── Data for the task

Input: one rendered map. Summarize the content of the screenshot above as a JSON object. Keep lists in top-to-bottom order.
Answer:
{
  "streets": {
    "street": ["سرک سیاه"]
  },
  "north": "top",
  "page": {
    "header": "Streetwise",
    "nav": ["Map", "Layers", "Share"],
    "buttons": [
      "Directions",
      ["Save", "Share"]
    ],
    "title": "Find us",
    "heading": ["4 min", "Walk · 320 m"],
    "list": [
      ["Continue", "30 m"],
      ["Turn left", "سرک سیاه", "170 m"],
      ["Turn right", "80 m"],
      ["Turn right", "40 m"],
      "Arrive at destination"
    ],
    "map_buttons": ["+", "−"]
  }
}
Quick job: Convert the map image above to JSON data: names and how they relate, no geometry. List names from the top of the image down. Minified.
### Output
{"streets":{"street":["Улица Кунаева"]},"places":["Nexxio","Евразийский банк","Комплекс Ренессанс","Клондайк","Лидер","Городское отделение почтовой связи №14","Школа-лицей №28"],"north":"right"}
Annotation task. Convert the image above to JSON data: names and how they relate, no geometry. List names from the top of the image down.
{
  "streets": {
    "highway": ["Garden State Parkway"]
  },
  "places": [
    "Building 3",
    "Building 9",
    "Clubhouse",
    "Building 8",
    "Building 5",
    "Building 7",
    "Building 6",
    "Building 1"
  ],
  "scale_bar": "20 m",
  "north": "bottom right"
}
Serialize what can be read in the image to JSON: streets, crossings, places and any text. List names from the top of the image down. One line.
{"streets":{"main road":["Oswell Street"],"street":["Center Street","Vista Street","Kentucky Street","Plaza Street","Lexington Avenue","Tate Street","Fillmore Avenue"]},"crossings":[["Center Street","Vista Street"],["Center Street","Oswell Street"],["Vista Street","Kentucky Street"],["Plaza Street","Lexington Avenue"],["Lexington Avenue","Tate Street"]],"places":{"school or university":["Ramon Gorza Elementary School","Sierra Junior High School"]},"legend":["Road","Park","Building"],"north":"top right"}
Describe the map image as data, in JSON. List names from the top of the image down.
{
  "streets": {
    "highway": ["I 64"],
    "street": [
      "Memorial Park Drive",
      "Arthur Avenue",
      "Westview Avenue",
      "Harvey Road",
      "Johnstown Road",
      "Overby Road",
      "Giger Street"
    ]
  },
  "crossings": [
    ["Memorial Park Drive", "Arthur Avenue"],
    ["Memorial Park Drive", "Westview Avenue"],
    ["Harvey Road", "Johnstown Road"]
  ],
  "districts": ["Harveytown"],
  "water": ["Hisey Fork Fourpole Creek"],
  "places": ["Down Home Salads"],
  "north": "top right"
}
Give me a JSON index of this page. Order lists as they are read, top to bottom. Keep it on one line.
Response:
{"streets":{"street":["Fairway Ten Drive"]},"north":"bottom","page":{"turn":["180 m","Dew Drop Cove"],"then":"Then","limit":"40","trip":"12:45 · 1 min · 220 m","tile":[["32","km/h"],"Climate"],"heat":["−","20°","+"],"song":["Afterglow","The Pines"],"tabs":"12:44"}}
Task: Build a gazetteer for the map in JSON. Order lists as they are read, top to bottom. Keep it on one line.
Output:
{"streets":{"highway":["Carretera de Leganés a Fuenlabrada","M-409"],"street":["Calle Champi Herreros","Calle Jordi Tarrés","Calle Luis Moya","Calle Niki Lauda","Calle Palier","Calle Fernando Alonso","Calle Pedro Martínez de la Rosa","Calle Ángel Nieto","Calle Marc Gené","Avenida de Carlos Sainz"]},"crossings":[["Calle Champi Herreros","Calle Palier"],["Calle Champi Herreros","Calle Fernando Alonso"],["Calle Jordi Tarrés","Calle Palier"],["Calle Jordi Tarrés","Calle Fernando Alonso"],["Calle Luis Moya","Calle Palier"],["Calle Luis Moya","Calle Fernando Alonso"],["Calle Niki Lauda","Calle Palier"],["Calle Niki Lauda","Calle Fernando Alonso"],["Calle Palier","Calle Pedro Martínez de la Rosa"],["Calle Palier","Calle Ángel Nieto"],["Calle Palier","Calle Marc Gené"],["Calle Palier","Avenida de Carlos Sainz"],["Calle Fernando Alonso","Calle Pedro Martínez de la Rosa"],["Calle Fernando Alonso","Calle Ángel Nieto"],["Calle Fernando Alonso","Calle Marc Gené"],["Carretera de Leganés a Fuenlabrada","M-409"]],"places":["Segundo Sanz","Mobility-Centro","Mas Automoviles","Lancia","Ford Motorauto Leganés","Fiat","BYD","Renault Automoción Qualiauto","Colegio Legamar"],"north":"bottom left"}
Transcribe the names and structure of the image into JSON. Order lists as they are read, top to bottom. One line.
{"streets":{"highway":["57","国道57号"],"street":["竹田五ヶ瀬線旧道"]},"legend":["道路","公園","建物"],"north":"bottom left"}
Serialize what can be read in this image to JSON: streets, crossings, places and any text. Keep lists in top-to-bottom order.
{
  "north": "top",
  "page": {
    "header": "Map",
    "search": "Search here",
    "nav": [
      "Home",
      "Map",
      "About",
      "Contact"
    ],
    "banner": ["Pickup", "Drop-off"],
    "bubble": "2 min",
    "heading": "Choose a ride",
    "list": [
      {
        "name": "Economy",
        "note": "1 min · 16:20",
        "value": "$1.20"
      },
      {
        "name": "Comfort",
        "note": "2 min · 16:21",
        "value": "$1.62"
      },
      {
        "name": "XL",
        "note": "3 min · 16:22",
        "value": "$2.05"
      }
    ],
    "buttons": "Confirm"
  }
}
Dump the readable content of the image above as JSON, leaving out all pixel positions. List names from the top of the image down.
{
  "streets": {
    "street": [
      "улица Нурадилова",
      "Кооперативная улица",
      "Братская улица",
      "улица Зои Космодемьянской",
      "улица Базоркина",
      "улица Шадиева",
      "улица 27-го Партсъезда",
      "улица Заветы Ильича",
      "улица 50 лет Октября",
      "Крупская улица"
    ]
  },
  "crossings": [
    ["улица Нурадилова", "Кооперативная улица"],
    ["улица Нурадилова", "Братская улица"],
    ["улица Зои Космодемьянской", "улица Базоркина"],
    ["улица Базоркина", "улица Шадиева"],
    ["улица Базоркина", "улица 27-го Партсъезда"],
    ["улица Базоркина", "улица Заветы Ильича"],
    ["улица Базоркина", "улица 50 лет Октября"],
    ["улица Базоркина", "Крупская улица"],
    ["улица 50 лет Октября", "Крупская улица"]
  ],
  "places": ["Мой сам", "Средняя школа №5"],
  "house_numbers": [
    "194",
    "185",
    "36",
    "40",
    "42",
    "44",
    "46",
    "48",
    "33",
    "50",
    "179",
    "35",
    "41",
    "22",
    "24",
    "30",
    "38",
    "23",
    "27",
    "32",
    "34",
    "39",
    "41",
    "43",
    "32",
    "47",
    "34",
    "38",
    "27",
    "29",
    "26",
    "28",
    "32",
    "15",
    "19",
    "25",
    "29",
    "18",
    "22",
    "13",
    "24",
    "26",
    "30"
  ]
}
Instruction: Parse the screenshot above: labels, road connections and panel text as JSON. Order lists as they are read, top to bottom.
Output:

────

What needs to be done ::
From the listing above, return each line with the word "screenshot".

Completed exercise ::
Input: one rendered map. Summarize the content of the screenshot above as a JSON object. Keep lists in top-to-bottom order.
Instruction: Parse the screenshot above: labels, road connections and panel text as JSON. Order lists as they are read, top to bottom.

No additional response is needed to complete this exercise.